« Nous sommes en 2026 – pas en 1946. »
Par cette formule directe, le Secrétaire général des Nations unies, António Guterres, a posé une question de fond : l’architecture actuelle de la gouvernance mondiale correspond-elle encore aux réalités contemporaines ?
Derrière cette phrase devenue centrale dans le débat diplomatique, se trouve une problématique structurelle : l’absence d’un siège permanent africain au Conseil de sécurité de l’ONU. Alors que l’Afrique compte 54 États membres au sein des Nations unies, aucun pays du continent ne dispose d’un siège permanent avec droit de veto.
Un déséquilibre hérité de 1945
Le Conseil de sécurité comprend 15 membres :
•5 permanents dotés du droit de veto
•10 membres élus pour un mandat de deux ans
Les cinq membres permanents – États-Unis, Russie, Chine, France et Royaume-Uni – reflètent l’équilibre géopolitique issu de la Seconde Guerre mondiale. Cette configuration, établie en 1945, n’a jamais été fondamentalement révisée malgré les transformations profondes du système international.

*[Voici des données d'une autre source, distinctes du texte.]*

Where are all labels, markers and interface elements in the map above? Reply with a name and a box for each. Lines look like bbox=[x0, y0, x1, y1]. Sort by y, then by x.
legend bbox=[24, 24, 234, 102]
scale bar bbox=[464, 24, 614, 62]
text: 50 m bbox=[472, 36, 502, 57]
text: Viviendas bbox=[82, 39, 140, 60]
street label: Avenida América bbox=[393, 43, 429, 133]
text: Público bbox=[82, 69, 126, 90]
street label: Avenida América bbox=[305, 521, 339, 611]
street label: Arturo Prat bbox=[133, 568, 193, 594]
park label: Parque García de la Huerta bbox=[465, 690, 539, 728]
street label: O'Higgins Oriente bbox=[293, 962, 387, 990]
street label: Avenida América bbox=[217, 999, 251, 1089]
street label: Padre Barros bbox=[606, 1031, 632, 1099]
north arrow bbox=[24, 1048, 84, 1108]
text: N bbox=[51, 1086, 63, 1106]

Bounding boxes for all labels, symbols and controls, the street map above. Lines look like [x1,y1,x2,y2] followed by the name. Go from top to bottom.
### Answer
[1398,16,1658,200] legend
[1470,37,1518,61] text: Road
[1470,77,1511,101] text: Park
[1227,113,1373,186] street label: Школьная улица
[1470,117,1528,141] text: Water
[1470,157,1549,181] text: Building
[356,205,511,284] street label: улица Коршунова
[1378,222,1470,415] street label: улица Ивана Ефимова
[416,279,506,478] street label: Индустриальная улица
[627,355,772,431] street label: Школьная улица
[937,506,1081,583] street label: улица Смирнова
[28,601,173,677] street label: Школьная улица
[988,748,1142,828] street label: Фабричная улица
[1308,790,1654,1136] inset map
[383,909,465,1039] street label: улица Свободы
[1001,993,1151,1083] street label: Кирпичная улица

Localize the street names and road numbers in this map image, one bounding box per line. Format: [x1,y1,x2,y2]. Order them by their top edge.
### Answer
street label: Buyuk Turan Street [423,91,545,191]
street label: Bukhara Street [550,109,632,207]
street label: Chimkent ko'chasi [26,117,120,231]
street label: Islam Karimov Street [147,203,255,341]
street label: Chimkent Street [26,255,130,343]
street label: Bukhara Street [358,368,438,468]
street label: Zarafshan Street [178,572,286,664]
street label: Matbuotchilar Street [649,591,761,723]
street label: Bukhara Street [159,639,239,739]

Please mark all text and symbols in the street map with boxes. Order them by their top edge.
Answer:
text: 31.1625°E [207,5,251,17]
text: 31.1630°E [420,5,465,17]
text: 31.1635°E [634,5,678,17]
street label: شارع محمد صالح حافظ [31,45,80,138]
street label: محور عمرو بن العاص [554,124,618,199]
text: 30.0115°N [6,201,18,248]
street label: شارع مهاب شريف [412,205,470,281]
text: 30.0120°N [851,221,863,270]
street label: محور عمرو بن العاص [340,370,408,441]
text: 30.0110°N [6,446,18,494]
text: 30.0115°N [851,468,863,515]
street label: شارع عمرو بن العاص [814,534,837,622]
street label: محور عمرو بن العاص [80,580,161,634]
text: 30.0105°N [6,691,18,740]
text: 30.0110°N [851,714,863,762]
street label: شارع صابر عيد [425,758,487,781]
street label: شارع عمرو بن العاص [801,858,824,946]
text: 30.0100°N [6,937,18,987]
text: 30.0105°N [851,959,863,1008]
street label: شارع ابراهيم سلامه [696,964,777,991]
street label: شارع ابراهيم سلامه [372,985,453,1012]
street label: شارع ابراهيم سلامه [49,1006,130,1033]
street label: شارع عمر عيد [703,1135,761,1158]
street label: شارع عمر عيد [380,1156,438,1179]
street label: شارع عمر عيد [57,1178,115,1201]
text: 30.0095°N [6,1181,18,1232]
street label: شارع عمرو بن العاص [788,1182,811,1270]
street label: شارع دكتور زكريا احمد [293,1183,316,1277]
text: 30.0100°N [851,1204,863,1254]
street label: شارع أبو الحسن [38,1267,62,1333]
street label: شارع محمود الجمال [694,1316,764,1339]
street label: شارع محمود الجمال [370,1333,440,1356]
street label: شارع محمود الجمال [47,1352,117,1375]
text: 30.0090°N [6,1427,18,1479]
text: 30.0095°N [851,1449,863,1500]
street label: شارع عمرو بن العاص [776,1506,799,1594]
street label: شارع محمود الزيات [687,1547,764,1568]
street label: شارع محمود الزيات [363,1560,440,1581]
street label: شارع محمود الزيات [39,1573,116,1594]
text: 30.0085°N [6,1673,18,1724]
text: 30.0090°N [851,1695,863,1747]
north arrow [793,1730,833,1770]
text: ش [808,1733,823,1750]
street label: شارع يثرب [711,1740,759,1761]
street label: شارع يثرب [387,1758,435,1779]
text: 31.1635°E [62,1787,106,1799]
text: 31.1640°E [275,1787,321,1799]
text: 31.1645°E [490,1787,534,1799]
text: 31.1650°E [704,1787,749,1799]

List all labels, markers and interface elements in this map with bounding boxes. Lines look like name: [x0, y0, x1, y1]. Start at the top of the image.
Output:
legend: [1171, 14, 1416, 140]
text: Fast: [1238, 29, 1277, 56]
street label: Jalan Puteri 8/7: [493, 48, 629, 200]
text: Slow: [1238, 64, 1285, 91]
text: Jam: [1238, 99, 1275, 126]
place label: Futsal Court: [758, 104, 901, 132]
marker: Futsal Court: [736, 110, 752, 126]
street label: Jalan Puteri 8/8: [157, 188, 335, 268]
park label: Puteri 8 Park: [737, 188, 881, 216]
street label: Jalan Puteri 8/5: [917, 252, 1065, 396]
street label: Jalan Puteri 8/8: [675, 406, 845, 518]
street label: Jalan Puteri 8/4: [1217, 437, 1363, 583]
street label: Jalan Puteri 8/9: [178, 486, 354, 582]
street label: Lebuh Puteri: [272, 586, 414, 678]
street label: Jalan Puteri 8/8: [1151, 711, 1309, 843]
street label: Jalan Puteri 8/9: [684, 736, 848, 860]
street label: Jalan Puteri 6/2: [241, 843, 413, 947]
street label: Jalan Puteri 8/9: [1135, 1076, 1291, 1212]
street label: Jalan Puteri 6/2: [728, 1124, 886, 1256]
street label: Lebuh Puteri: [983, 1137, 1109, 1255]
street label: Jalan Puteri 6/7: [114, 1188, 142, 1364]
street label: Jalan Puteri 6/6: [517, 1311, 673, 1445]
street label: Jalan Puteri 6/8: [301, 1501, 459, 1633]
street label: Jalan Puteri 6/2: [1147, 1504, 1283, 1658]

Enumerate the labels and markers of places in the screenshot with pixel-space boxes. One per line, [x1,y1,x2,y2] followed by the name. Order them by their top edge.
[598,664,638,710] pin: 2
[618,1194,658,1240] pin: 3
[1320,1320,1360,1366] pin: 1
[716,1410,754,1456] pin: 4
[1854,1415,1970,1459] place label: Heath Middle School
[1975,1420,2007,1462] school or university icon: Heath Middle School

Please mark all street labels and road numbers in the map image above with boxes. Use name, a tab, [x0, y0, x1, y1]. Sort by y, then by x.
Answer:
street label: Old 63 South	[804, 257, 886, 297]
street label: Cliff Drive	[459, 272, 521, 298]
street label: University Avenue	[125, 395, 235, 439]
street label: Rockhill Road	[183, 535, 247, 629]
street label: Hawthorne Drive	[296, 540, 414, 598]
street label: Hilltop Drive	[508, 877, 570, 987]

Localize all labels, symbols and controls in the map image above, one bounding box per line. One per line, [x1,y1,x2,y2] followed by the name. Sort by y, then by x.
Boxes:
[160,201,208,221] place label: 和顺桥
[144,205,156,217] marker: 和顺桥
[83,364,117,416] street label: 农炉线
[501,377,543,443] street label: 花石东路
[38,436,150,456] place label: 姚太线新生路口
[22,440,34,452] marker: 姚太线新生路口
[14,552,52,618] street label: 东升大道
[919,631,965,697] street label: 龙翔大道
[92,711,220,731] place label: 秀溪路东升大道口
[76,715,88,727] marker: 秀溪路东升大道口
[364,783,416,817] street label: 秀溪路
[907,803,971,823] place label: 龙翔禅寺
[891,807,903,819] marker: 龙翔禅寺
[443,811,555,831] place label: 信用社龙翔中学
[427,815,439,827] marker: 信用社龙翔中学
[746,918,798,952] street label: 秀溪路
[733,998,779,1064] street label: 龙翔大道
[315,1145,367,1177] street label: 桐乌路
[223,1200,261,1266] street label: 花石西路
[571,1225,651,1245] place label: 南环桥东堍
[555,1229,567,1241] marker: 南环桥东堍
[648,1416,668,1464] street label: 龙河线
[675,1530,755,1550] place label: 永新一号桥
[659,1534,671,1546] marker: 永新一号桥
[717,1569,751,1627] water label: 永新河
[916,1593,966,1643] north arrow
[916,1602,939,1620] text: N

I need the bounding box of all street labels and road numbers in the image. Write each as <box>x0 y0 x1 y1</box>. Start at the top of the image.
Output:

Or, le continent africain est aujourd’hui au cœur des opérations de maintien de la paix et des débats sécuritaires mondiaux. De nombreuses résolutions concernent directement des crises africaines, sans qu’un État du continent ne participe de manière permanente aux décisions.
L’Union africaine défend depuis des années une réforme à travers le Consensus d’Ezulwini, qui réclame au minimum deux sièges permanents africains, avec droit de veto si ce dernier est maintenu pour les autres puissances.
Une réforme juridiquement complexe
Le principal obstacle n’est pas uniquement politique. Il est juridique.
Modifier la composition du Conseil exige une réforme de la Charte des Nations unies. Cette réforme doit être adoptée par les deux tiers des États membres, mais surtout ratifiée par les cinq membres permanents actuels.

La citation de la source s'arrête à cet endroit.